There were no updates on the neighborhood app. Bart Brown from State Forest Service did a drive by of the neighborhood and prepared a report with some specific recommendations which will be discussed at the March meeting. He has identified lots that need mitigation as well as common areas and this report will also be an opportunity for further education on this topic at the April Annual Meeting. It was discussed that the board can only make recommendations to lot owners but cannot require them to take action.

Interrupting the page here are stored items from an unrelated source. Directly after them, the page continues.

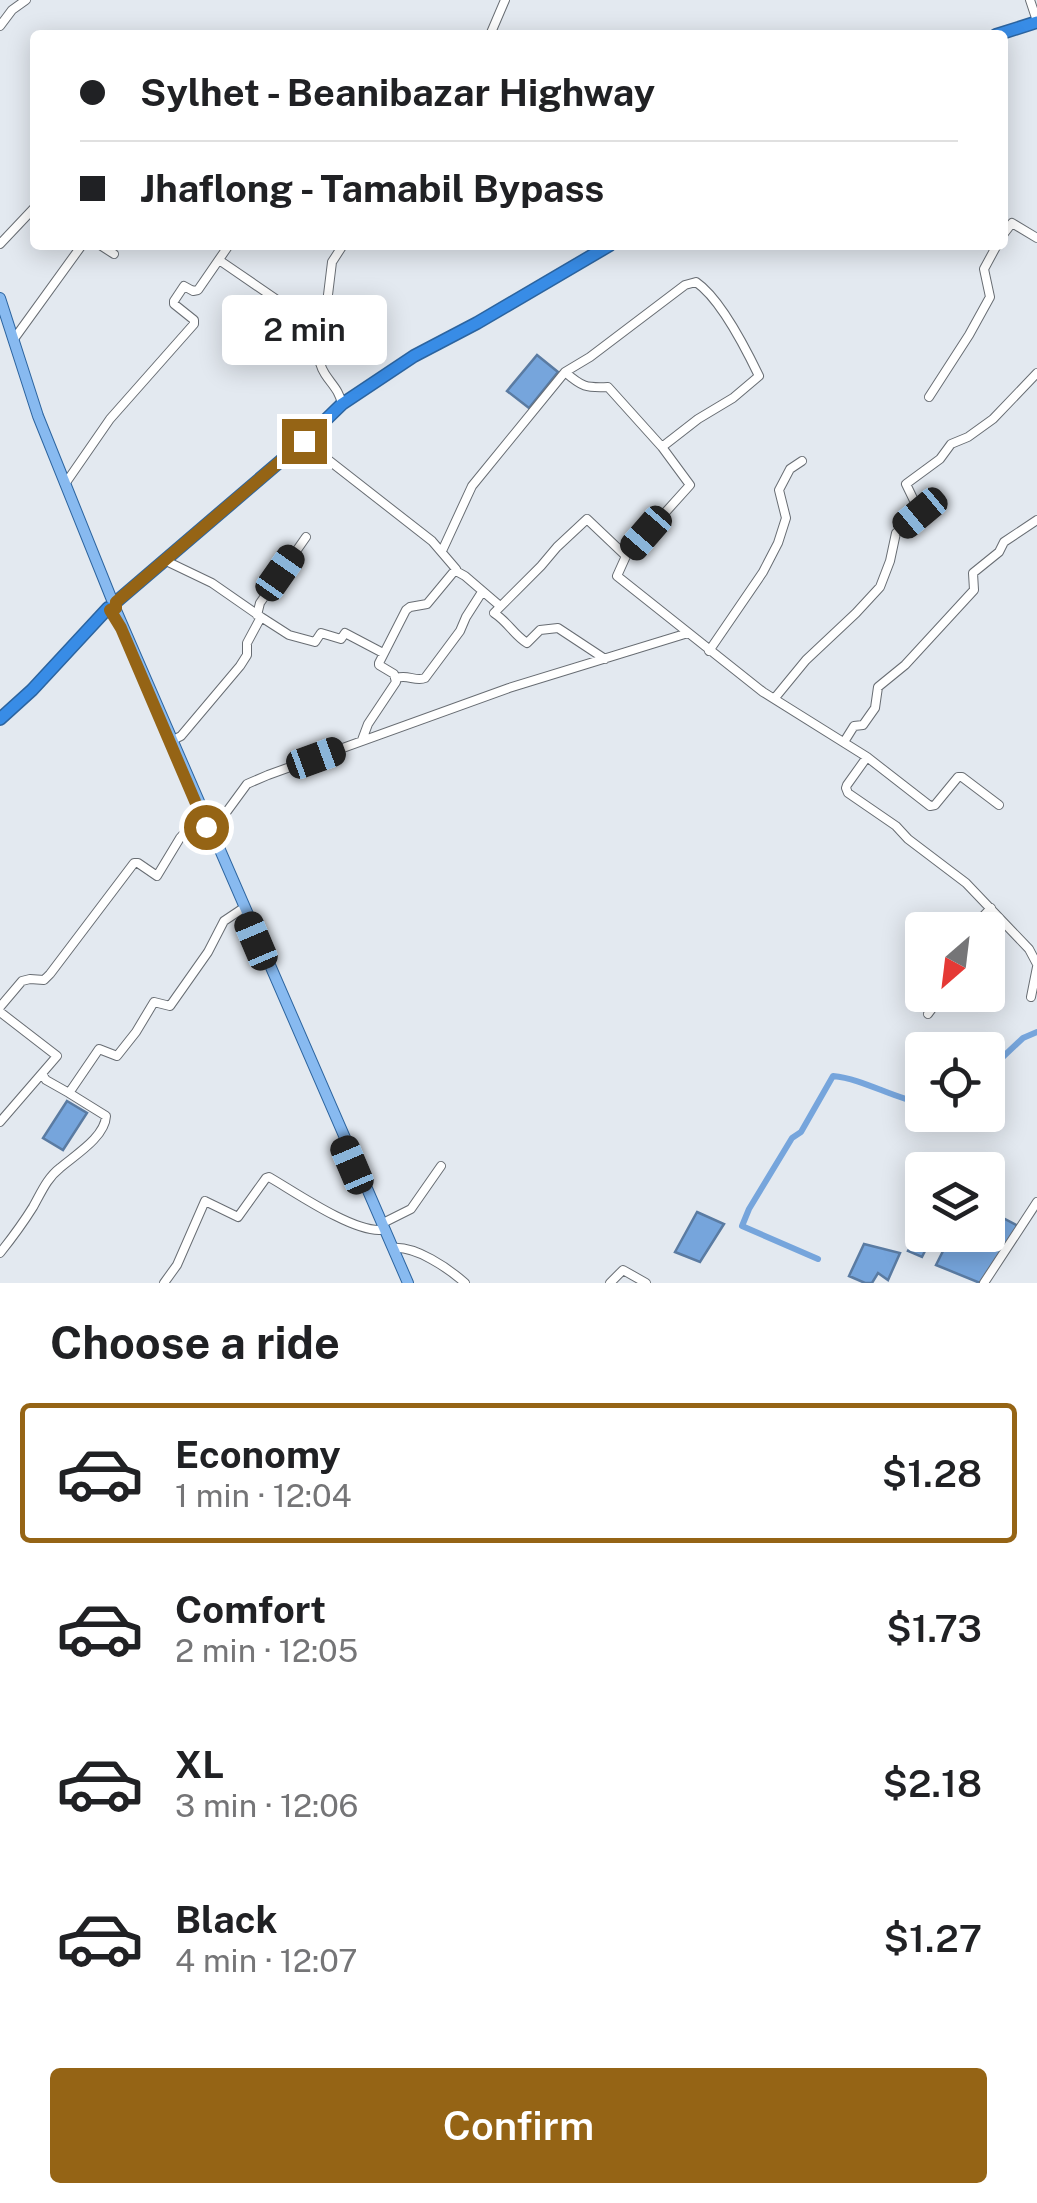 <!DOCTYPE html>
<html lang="en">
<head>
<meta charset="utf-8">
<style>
	:root { --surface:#fff; --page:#f2f2f2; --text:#202124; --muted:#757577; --line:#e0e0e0; --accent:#956415 }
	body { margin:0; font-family:"Public Sans",sans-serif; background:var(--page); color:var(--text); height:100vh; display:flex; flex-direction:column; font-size:38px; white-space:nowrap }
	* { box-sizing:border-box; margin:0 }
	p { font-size:32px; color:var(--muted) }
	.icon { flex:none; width:55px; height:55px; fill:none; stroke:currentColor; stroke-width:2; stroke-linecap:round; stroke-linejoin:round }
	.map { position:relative; height:1283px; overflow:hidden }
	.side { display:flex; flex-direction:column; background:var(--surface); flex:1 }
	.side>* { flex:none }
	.top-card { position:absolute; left:30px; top:30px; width:978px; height:220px; border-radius:10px; box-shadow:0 5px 25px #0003; display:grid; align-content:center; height:220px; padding:0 50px; background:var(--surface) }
	.needle { width:65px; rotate:208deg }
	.buttons { position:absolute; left:905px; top:912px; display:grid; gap:20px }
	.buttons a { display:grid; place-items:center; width:100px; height:100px; border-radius:10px; background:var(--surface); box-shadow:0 5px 25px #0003; font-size:50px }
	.end { position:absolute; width:45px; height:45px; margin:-22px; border:12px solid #956415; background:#fff; box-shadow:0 0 0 5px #fff }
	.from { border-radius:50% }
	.bubble { position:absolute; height:70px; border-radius:10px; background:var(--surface); box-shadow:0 5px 25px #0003; font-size:32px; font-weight:600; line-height:70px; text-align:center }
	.car { position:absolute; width:30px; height:60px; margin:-30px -15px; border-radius:12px; box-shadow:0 0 8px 2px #0007; background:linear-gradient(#222 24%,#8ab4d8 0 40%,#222 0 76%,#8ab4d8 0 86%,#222 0) }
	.top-card b { display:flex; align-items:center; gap:35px; height:95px; font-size:38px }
	.top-card b+b { border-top:2px solid var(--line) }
	.top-card i { width:25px; height:25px; background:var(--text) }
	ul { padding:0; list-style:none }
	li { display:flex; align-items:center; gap:30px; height:140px; margin:0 20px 15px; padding:0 30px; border:5px solid transparent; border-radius:10px }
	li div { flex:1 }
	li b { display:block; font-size:38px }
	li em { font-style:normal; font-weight:600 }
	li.on { border-color:var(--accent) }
	li>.icon { width:90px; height:90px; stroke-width:1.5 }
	h2 { padding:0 50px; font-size:45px; line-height:120px }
	.cta { display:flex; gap:20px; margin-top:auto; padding:20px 50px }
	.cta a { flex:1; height:115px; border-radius:10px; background:var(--accent); color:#fff; font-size:40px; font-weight:600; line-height:115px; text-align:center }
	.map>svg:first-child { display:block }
	.water { fill:#76a5dc; stroke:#5a7ba2; stroke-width:2.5 }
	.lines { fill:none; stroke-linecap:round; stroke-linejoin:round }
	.canal { stroke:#76a5dc; stroke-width:6 }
	.minor-casing { stroke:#686d73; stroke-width:10 }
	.major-casing { stroke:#2c649f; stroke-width:12 }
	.highway-casing { stroke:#2c649f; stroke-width:14 }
	.minor { stroke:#fff; stroke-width:8 }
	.major { stroke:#88baf0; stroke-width:10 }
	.highway { stroke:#388ce6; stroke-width:11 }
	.route { stroke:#956415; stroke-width:12 }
</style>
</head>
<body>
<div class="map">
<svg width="1037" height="1283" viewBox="0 0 1037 1283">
	<rect width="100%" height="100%" fill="#e3e9f0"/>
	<path class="water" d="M 537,355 L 558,372 L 529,408 L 507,391 Z
		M 67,1101 L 87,1113 L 63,1150 L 43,1138 Z
		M 988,1210 L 1018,1226 L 980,1283 L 936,1265 L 945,1247 L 929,1243 L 922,1257 L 908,1251 L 922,1226 L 922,1235 L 988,1235 Z
		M 697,1212 L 724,1224 L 700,1262 L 675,1252 Z
		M 864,1244 L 900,1253 L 888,1280 L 878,1273 L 872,1283 L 865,1283 L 849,1276 Z"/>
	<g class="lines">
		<path class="canal" d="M 988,1071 L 1023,1038 L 1037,1032
			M 818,1259 L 742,1226 L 749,1209 L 792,1138 L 801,1132 L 833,1076 C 864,1079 892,1098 922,1103"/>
		<defs>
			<path id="minor" d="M 1030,0 L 1037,21
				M 0,26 L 12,10 L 26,0
				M 490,35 L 505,0
				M 1002,236 L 1012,223 L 1037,238
				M 0,244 L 35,207
				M 100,245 L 114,254
				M 219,260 L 321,330
				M 14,339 L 82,245
				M 565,372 C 582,387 586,388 608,387 L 662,447 L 690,485 L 626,556 L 617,576 L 763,692 L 867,757 L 930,806 L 935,805 L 958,777 L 962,777 L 999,805
				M 929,397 L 969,335 L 990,297 L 984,269 L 997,245
				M 342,404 C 339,390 332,385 325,374 C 312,354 321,327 333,309 L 327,303 L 332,262 L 343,245
				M 304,441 L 432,541 L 456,569 L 427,604 L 410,607 L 406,610 L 379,663 L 379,665 L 394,674 L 396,682 L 368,724 L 362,740
				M 65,484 L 110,419 L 194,324 L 194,320 L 174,304 L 174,301 L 184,286 L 193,291 L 198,290 L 229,245
				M 442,551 L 472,486 L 565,372 L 590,357 L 685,285 L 696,282 C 721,299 746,349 759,376 L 733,398 L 698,419 L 662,447
				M 164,560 L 212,583 L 261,617 L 247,643 L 247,655 L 240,666 L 181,736 L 173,740
				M 456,571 L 465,576 L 500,606
				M 257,615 L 260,603 L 306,537
				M 261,617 L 289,635 L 315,642 L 321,633 L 341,639 L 345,633 L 383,653
				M 709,651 L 763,572 L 778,543 L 786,518 L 779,490 L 790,469 L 802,461
				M 605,659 L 558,628 L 540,630 L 527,643 C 514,635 508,622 494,613 L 541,566 L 557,547 L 587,519 L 626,556
				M 397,678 C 407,674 416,682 425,678 L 460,631 L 466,617 L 482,592
				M 774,699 L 806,660 L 856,613 L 880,587 L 890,561 L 896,533 L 920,513 L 906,484 L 940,459 L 951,444 L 968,437 L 993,419 L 1037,373
				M 844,742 L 854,726 L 863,725 L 875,708 L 878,687 L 905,665 L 974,590 L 973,573 L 999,552 L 1004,542 L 1037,520
				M 867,757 L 847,785 L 846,788 L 848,793 L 896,826 L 908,839 L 966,883 L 1029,949 L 1037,964
				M 210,825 L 225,814 L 247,784 L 268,775 L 509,688 L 688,633
				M 970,930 L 991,908
				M 1031,997 L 1037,967
				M 0,1007 L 22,981 L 30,979 L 44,980 L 50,974 L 134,863 L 138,863 L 157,876 L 180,838 L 188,829 L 203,819
				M 0,1012 L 57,1056 L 0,1122
				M 928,1014 L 942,995
				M 42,1074 L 46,1080 L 69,1093
				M 383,1223 L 411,1209 L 441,1166
				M 393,1248 C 416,1246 448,1268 465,1283
				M 0,1253 C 12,1238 23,1223 33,1207 C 41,1193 47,1178 60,1168 C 75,1155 105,1137 106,1116 L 69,1093 L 99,1049 L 117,1056 L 136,1032 L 154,1002 L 170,1006 L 208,952 L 224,921 L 242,909
				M 164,1283 L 177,1265 L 205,1201 L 238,1217 L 266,1178 L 269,1177 C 295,1192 351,1231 380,1230
				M 610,1283 L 623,1270 L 646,1283
				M 984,1283 L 1037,1202"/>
			<path id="major" d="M 0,298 L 38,416 L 112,600
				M 115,608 L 408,1283"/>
			<path id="highway" d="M 996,35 L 1037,22
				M 116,602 L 304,441 L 342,404 L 414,356 L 477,323 L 610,245
				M 0,719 L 32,690 L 108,608"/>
		</defs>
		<use href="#minor" class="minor-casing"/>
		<use href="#major" class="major-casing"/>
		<use href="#highway" class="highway-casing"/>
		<use href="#minor" class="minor"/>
		<use href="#major" class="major"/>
		<use href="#highway" class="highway"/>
	</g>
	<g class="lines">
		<path class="route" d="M 206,827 L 121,628 L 110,610 L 116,608 L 116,602 L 304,441"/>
	</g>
</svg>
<div class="buttons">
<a><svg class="needle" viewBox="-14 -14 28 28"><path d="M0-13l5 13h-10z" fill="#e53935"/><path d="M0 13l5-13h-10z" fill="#757577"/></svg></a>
<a><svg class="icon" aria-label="locate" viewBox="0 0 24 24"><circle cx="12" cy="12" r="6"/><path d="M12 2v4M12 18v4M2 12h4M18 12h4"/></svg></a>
<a><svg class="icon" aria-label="layers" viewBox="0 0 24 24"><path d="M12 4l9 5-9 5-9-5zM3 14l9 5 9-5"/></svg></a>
</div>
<i class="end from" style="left:206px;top:827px"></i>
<i class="end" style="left:304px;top:441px"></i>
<div class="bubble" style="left:222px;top:295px;width:165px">2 min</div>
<i class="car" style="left:920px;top:513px;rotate:230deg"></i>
<i class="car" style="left:646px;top:533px;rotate:221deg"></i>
<i class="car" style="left:280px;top:573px;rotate:35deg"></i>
<i class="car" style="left:316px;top:758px;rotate:70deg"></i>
<i class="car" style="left:256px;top:941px;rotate:337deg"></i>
<i class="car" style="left:352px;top:1165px;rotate:337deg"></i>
<div class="top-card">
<b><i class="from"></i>Sylhet - Beanibazar Highway</b>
<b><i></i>Jhaflong - Tamabil Bypass</b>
</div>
</div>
<section class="side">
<h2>Choose a ride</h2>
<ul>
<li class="on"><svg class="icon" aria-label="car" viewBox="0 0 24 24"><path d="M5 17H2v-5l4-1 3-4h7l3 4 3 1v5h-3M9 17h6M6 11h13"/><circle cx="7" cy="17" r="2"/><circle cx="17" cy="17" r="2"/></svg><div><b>Economy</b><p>1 min · 12:04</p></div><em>$1.28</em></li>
<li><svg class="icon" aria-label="car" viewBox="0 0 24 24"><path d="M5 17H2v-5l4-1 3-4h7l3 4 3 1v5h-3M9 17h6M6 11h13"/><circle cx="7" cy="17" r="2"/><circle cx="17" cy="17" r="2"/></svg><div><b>Comfort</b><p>2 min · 12:05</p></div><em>$1.73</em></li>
<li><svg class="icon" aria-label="car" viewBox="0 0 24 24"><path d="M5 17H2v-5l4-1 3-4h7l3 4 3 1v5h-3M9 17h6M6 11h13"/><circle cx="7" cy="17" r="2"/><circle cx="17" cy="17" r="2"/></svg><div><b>XL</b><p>3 min · 12:06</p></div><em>$2.18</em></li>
<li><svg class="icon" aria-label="car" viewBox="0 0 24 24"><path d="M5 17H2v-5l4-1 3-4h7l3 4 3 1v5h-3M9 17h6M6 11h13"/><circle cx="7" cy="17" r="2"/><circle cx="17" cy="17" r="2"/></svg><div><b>Black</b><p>4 min · 12:07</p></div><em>$1.27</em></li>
</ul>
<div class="cta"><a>Confirm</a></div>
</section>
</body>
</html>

Next year’s budget proposes no change in dues from the previous fiscal year. The small changes in expenses are mostly a product of previous years’ actuals. This budget does show a slight negative of about $1300 but CPG believes the budget contains enough of a cushion, it will not be a problem to overcome the deficit. There was some discussion about whether to budget for capital items which the board thought would be helpful. CPG will follow up with estimated numbers from the capital improvement plan in order to add them to the budget for final approval at the next meeting. No other changes were made during this meeting to the proposed operating budget.
Board of Directors:
There are two vacant seats on the board due to Tom and Nancy’s resignations. Since ballots are required to be mailed 45 days prior to election, the board needs to decide whether to solicit additional members as the documents only require a minimum of three board members. CPG will follow up with a list of whose terms are up for re-election.
Cluster Mailbox: CPG will look into the feasibility and costs with new postmaster for presentation at the next meeting.
Michael Anderson wants the board to explore luminate broadband service with YVEA in Dakota Ridge. Having spoken with Century Link, Medora reported that Dakota Ridge is currently considered a “zone working towards service” which means they need 82 more customers in order to provide service. Since the Board cannot mandate this among homeowners and the neighborhood has only 74 lots, Medora will follow up with Michael to explain the above.
Trash – The Board’s position on encouraging owners to migrate to a single trash provider was reviewed. It was decided that the next neighborhood update (& Annual Meeting) should include a reminder about pricing with Waste Management vs. Twin Enviro in order to encourage the migration to Waste Mgmt.
The next board meeting is scheduled for March 17th with the Annual Meeting scheduled for April 15th.
At the end of the meeting, there was a brief Executive Session regarding CPG’s proposal to renew the management contract on a flat rate basis vs. hourly. Afterwards, the Board agreed they would like to move forward with this switch on either a one-year basis or with an opportunity to re-evaluate pricing upon Medora’s departure.
With no further business, the meeting adjourned at 9:15am.